The Old-Boy Network. Even before the leadership election last February, Wilson confided to Laborite Richard H.S. Crossman that "Labor should be the party of science." He explained: "If I get the job, I believe the party will be able to liberate the frustrated energies of thousands of young scientists, technologists and specialists who feel there is no room at the top for them under the present antiscientific Old-Boy network in industry and Whitehall."
Most scientists voted Labor in 1945, but switched in 1959. "To win them back," said Wilson, "we have to make them feel we take them seriously."
In recent months, Wilson and Crossman have discussed his program with scores of scientists and educators in Britain, the U.S. and Russia (but not, apparently, with Novelist-Scientist C. P. Snow, who has graphically documented the follies of government-directed research in wartime). Finally, the night before his speech last week, Wilson retired at 11 o'clock to his $32-a-day hotel suite, spent seven hours dictating and editing, rose at 6 a.m., and was still working on it when he stood to deliver the speech at the morning session.
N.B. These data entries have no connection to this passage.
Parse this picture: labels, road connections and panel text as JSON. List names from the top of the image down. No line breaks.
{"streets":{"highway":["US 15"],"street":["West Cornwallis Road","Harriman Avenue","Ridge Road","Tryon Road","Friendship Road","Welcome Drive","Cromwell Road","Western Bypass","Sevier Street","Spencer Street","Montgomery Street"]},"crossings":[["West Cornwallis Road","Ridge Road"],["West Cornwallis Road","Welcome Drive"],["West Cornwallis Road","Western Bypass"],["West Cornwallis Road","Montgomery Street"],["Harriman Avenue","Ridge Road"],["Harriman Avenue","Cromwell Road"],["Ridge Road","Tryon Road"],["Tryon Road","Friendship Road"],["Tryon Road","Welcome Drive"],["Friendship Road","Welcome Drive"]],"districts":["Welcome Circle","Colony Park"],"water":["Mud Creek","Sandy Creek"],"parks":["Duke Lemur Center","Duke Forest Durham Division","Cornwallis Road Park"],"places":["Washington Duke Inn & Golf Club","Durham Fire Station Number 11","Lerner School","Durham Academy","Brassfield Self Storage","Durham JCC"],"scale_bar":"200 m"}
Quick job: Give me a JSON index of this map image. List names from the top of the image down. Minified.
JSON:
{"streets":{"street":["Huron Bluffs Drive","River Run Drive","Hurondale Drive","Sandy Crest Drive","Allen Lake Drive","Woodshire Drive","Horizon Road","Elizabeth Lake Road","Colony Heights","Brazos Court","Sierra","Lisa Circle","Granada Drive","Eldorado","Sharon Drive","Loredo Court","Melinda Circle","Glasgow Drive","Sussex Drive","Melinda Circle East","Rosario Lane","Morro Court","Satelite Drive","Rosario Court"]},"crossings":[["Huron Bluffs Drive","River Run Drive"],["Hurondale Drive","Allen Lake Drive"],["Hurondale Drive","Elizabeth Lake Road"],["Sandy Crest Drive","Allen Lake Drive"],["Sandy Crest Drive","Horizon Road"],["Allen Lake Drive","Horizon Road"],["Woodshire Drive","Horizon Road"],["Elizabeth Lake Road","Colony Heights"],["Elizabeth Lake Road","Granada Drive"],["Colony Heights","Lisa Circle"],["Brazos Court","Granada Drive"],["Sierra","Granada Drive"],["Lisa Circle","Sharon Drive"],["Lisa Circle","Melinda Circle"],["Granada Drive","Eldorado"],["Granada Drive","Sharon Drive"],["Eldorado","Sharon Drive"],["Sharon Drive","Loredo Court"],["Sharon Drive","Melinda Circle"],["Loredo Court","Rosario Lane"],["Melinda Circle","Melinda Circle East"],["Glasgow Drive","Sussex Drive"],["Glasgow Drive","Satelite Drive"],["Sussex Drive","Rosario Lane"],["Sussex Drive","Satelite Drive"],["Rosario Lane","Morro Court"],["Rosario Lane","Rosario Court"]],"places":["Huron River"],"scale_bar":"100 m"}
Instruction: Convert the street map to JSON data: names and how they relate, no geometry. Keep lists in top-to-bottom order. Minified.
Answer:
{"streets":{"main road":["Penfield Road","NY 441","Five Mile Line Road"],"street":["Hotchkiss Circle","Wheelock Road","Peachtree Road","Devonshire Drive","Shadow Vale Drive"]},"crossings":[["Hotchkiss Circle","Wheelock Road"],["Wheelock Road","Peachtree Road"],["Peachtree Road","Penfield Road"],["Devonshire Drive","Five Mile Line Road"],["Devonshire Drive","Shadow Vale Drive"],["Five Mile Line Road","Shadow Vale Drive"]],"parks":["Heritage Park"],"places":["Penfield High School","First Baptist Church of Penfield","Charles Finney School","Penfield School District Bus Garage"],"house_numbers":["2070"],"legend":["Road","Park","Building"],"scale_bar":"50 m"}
Guaranteed Bonhomie. Wilson's blueprint for scientific socialism, as he expounded it to the Labor Conference, accords with the Gaitskell philosophybut, with a significant difference: if it had come from donnish Hugh Gaitskell, it would probably have been ripped to shreds. Says Gaitskellite Denis Healey: "The intellectual way Gaitskell advanced his ideas forced many to oppose them. When Wilson says the same thing, he does it in such a way that others do not feel compelled to disagree."
Laborites, even Wilson's potential foes, found some goodies to applaud in his program. He mollified the far left by urging greater trade with Russia and an East-West detente that would allow Britain to funnel defense spending into research. Old-fashioned chauvinists applauded his rosy vision of a Britain made great again, and Little Englanders cheered his declaration of independence from the U.S.
As a final guarantee of bonhomie throughout the conference, party officials dusted off an obscure by-law that permits them to prohibit debate on subjects that have been "fully and adequately explored" within the previous three years. Astonishingly, they used the rule to cut off any discussion of the thorny problems of defense and foreign policy.